**WORK TO BE COMPLETED**
Return each line of the material below exactly. Begin at the first and end on the line with "M24 10H35L10 19V15Z".

>>

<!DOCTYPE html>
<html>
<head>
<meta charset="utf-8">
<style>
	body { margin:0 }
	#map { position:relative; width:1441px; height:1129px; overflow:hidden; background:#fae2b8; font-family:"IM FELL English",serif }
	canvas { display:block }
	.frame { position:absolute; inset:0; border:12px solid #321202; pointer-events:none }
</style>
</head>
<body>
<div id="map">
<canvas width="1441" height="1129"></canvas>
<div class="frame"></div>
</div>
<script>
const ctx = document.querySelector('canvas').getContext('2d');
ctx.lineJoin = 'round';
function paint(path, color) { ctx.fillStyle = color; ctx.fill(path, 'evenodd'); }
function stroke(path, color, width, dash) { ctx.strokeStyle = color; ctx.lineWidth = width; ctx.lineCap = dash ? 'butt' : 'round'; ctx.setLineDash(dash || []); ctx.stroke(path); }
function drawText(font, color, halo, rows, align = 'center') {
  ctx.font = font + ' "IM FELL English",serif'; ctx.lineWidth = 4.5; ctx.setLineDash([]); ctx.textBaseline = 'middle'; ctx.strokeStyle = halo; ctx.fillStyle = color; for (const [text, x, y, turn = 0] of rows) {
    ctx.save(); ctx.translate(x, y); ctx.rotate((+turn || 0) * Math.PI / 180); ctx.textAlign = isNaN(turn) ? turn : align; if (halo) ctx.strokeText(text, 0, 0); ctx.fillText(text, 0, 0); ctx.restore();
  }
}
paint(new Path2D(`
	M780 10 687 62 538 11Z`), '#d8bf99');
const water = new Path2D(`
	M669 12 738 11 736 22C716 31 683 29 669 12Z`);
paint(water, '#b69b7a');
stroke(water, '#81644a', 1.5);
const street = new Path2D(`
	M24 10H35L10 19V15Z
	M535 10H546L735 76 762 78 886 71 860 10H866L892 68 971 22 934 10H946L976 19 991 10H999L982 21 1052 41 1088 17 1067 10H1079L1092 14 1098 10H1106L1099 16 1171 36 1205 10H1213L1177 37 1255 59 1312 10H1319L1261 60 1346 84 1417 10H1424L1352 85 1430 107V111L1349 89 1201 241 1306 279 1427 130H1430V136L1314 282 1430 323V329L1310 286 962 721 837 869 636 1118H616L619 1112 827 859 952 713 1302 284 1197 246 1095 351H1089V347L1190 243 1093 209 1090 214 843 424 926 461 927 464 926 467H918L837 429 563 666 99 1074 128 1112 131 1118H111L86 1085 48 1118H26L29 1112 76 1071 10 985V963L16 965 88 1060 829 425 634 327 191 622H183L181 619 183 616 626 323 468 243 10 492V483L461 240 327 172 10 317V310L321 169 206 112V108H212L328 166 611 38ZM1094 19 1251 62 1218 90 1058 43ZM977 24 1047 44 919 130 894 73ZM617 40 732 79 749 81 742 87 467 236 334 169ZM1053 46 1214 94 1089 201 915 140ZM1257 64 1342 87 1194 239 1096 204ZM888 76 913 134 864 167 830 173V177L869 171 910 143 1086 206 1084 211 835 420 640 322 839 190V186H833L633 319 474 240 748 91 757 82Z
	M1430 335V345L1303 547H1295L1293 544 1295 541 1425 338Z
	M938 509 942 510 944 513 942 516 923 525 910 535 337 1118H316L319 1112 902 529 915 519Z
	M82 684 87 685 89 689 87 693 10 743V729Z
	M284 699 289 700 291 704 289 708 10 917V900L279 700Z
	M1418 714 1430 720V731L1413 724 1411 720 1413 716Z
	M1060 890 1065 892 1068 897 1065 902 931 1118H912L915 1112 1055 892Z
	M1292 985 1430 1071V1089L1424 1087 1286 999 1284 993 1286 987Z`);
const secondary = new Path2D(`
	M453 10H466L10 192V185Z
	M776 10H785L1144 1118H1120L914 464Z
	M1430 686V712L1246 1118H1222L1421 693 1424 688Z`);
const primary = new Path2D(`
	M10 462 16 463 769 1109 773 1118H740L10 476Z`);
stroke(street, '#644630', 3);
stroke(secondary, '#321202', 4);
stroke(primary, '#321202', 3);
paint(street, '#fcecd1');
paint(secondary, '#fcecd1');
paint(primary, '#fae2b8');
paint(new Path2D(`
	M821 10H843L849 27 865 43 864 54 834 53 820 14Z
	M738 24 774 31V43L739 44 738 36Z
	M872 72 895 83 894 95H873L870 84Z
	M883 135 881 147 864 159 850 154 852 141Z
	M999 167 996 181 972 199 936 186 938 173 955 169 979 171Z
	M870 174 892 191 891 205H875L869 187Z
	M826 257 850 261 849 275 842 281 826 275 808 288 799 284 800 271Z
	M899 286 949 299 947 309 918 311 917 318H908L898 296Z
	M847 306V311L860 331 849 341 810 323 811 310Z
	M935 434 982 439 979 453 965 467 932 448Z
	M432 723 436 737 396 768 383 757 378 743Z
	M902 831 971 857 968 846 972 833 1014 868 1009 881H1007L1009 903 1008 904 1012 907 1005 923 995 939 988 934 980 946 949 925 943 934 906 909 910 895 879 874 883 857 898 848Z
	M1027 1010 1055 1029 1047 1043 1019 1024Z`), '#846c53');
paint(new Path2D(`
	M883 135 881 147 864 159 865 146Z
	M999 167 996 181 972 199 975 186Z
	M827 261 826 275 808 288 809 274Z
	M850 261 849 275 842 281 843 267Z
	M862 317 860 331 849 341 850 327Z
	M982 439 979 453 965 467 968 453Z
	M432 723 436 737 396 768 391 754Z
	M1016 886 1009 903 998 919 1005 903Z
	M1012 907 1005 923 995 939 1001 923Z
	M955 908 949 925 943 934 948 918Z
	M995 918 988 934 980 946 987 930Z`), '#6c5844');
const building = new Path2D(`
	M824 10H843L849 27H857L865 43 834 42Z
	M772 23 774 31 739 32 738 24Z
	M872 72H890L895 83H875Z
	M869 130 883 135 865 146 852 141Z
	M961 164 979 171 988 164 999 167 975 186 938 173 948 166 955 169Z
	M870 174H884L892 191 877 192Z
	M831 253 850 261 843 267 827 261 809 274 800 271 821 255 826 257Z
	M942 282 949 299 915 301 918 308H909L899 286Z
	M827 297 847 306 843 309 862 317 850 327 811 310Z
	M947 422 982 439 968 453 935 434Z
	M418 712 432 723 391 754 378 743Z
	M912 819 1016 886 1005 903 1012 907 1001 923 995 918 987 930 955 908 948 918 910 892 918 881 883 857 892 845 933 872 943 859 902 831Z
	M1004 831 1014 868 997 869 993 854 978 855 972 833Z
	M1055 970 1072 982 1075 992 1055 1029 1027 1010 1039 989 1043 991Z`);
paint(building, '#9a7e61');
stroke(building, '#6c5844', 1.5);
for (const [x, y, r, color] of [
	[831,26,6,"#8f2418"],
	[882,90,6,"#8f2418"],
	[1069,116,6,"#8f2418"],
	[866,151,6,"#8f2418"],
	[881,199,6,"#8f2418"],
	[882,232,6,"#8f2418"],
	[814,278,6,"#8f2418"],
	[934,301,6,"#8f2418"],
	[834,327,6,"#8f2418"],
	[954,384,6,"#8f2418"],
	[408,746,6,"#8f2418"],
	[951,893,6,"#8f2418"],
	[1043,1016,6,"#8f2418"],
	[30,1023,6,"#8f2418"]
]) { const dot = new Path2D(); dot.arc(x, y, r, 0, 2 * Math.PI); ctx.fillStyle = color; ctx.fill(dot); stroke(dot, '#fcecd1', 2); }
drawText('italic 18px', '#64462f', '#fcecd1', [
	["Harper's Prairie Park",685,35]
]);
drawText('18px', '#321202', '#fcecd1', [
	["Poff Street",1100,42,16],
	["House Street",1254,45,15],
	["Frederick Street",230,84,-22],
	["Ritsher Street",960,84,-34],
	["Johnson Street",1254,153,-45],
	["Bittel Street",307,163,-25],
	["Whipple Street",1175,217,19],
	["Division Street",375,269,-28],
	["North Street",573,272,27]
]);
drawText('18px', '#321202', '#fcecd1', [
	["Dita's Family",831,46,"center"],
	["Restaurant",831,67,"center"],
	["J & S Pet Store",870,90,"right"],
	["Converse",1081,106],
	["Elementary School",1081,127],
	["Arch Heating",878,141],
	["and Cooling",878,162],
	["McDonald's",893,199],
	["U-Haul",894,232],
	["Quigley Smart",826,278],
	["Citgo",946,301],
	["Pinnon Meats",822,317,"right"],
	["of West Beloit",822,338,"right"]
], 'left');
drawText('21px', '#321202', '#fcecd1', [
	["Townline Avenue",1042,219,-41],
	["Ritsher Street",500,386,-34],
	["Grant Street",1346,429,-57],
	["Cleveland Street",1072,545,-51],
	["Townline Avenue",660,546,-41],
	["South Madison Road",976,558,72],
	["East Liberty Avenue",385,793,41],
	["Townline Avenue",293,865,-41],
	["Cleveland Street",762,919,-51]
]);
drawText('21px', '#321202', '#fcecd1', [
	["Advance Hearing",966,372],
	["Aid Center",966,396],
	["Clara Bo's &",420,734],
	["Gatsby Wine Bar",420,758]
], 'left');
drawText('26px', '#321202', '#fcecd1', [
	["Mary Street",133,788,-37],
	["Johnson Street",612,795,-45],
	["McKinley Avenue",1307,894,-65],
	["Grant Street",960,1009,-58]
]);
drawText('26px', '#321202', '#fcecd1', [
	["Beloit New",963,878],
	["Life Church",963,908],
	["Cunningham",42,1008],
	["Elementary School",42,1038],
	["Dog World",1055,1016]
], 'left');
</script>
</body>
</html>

<<

**TASK RESULT**
<!DOCTYPE html>
<html>
<head>
<meta charset="utf-8">
<style>
	body { margin:0 }
	#map { position:relative; width:1441px; height:1129px; overflow:hidden; background:#fae2b8; font-family:"IM FELL English",serif }
	canvas { display:block }
	.frame { position:absolute; inset:0; border:12px solid #321202; pointer-events:none }
</style>
</head>
<body>
<div id="map">
<canvas width="1441" height="1129"></canvas>
<div class="frame"></div>
</div>
<script>
const ctx = document.querySelector('canvas').getContext('2d');
ctx.lineJoin = 'round';
function paint(path, color) { ctx.fillStyle = color; ctx.fill(path, 'evenodd'); }
function stroke(path, color, width, dash) { ctx.strokeStyle = color; ctx.lineWidth = width; ctx.lineCap = dash ? 'butt' : 'round'; ctx.setLineDash(dash || []); ctx.stroke(path); }
function drawText(font, color, halo, rows, align = 'center') {
  ctx.font = font + ' "IM FELL English",serif'; ctx.lineWidth = 4.5; ctx.setLineDash([]); ctx.textBaseline = 'middle'; ctx.strokeStyle = halo; ctx.fillStyle = color; for (const [text, x, y, turn = 0] of rows) {
    ctx.save(); ctx.translate(x, y); ctx.rotate((+turn || 0) * Math.PI / 180); ctx.textAlign = isNaN(turn) ? turn : align; if (halo) ctx.strokeText(text, 0, 0); ctx.fillText(text, 0, 0); ctx.restore();
  }
}
paint(new Path2D(`
	M780 10 687 62 538 11Z`), '#d8bf99');
const water = new Path2D(`
	M669 12 738 11 736 22C716 31 683 29 669 12Z`);
paint(water, '#b69b7a');
stroke(water, '#81644a', 1.5);
const street = new Path2D(`
	M24 10H35L10 19V15Z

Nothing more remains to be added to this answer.